- Interactive map of Ralston Dam
- Country: United States
- Location: Jefferson County, Colorado.
- Coordinates: 39°50′00″N 105°14′27″W﻿ / ﻿39.83334°N 105.24071°W
- Status: Operational
- Opening date: 1937
- Owner: Denver Board Of Water Commissioners.
- Operator: Denver Board Of Water Commissioners

Dam and spillways
- Impounds: Ralston Creek
- Height: 204 ft (62 m)
- Length: 1,170 ft (360 m)

Reservoir
- Creates: Ralston Reservoir
- Total capacity: 15,900 acre⋅ft (19,600,000 m^{3})
- Active capacity: 13,200 acre⋅ft (16,300,000 m^{3})
- Surface area: 160 acres (65 ha)
- Normal elevation: 1,844 m (6,050 ft)

= Ralston Dam =

Dam in Jefferson County, Colorado

Ralston Dam (National ID # CO00205) is a dam in Jefferson County, Colorado.

The earthen dam was constructed in 1937 by the Denver Board Of Water Commissioners, with a height of 204 feet, and a length of 1170 feet at its crest. It impounds Ralston Creek for municipal water supply for the city of Denver. The dam is owned and operated by the Denver Board Of Water Commissioners.

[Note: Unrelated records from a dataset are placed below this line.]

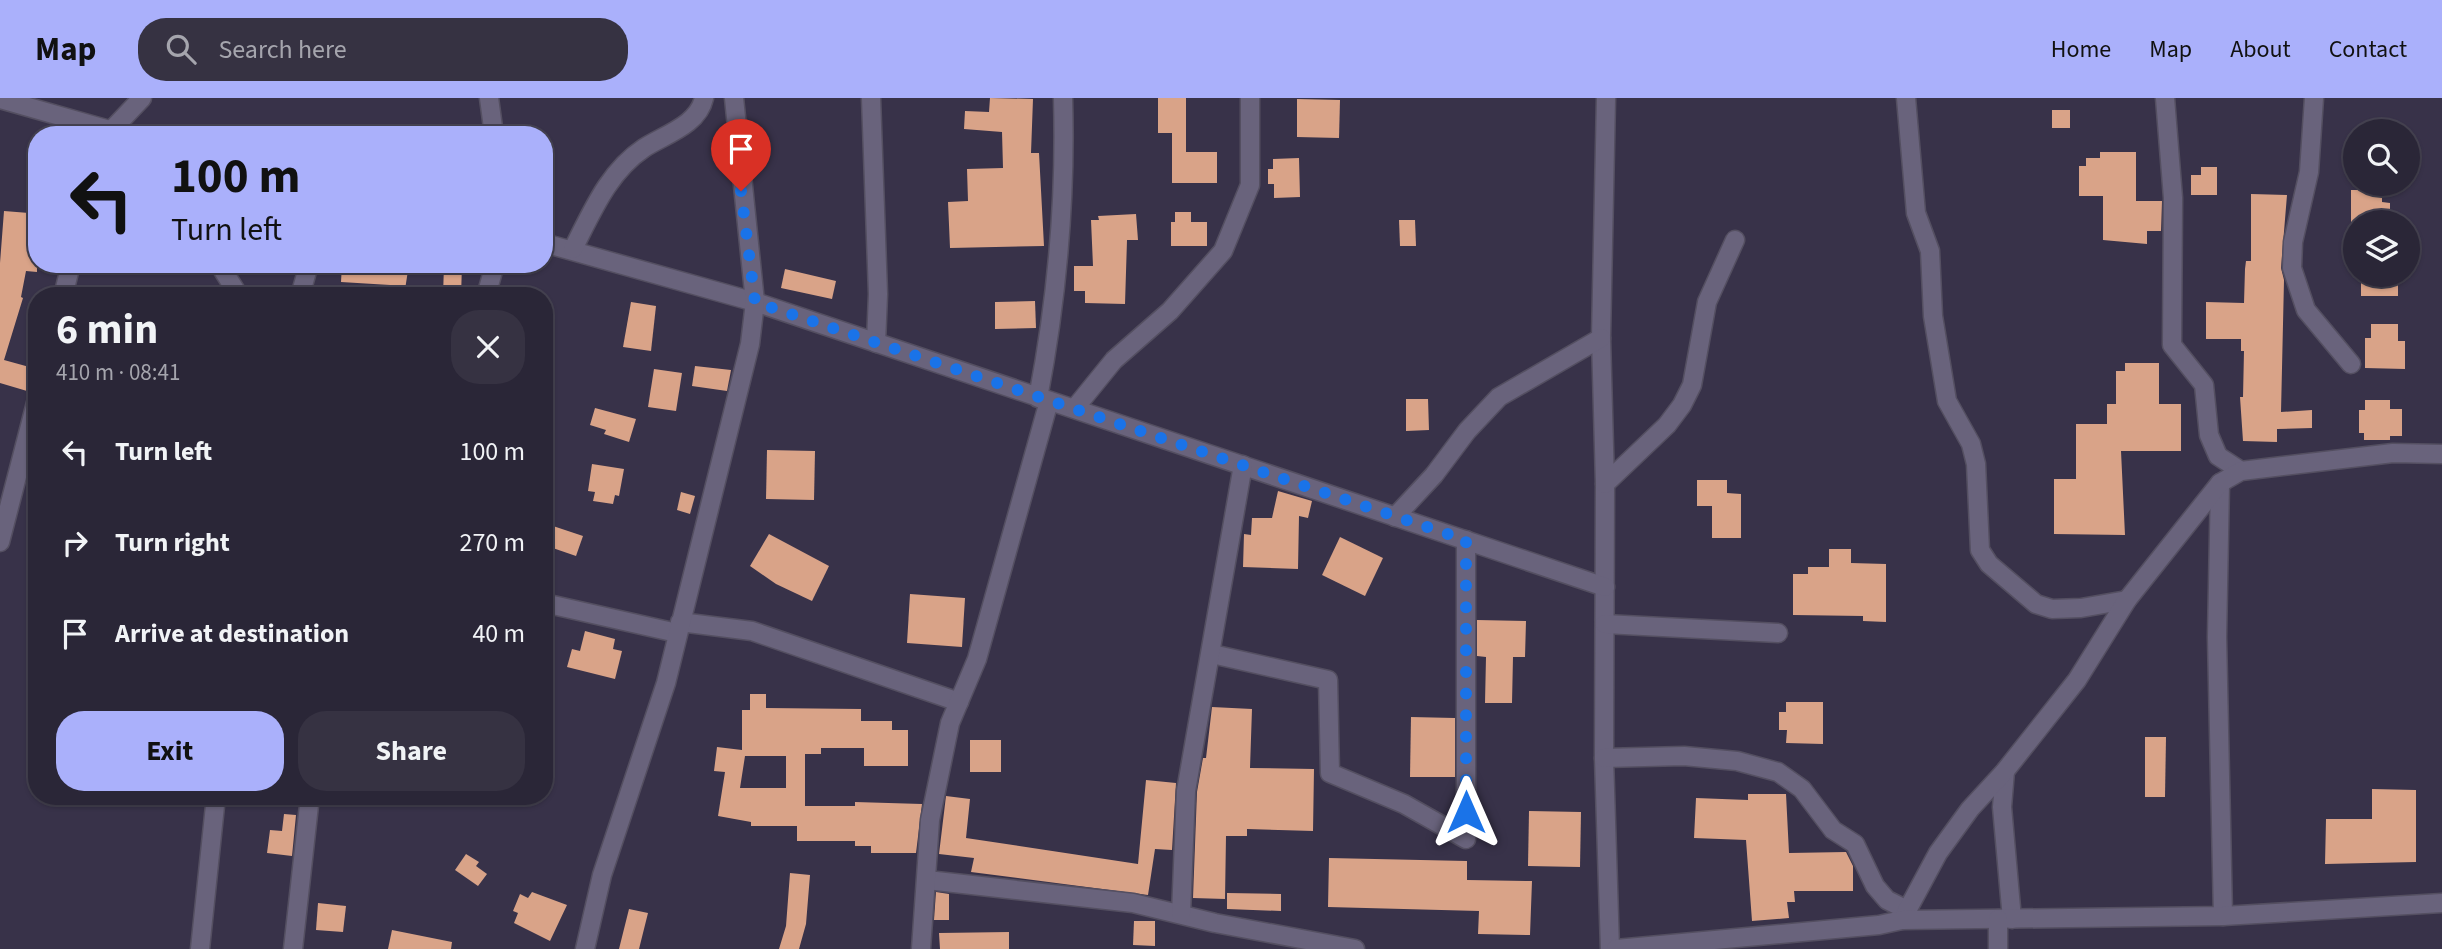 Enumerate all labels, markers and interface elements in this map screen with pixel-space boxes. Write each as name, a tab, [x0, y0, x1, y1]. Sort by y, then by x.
search box	[138, 18, 628, 81]
text: Map	[35, 26, 96, 73]
icon: search	[162, 30, 200, 68]
text: Search here	[218, 31, 347, 68]
text: Home	[2051, 32, 2111, 67]
text: Map	[2149, 32, 2192, 67]
text: About	[2230, 32, 2291, 67]
text: Contact	[2329, 32, 2407, 67]
pin	[711, 119, 771, 191]
map controls	[2343, 119, 2420, 287]
button: search	[2343, 119, 2420, 196]
icon: arrive	[722, 130, 760, 168]
text: 100 m	[171, 142, 300, 212]
icon: left	[56, 154, 147, 245]
text: Turn left	[171, 207, 282, 253]
button: layers	[2343, 210, 2420, 287]
text: 6 min	[56, 300, 158, 360]
button: close	[451, 310, 525, 384]
text: 410 m · 08:41	[56, 356, 180, 389]
icon: left	[56, 433, 94, 471]
text: Turn left	[115, 433, 212, 470]
text: 100 m	[459, 433, 525, 470]
icon: right	[56, 524, 94, 562]
text: Turn right	[115, 524, 230, 561]
text: 270 m	[459, 524, 525, 561]
icon: arrive	[56, 615, 94, 653]
text: Arrive at destination	[115, 615, 349, 652]
text: 40 m	[472, 615, 525, 652]
button: Exit	[56, 711, 284, 791]
button: Share	[298, 711, 525, 791]
position arrow	[1429, 775, 1503, 849]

The reservoir it creates, Ralston Reservoir, has a normal water surface of 160 acres, has a maximum capacity of 15,900 acre feet, and a normal capacity of 13,200 acre feet.

In 2010 officials discovered that the defunct Schwartzwalder uranium mine was contaminating groundwater near the reservoir, threatening the Denver water supply with concentrations of uranium some 1000 times the human health standard. The owners of the mine, Cotter Corp., rerouted the Ralston Creek around the mine site after uranium levels of between 40 and 50 parts per billion were discovered in the creek, greater than the 30 ppb federal drinking water standard. Cotter hopes the rerouting will be temporary while it cleans the contaminated mine using bioremediation.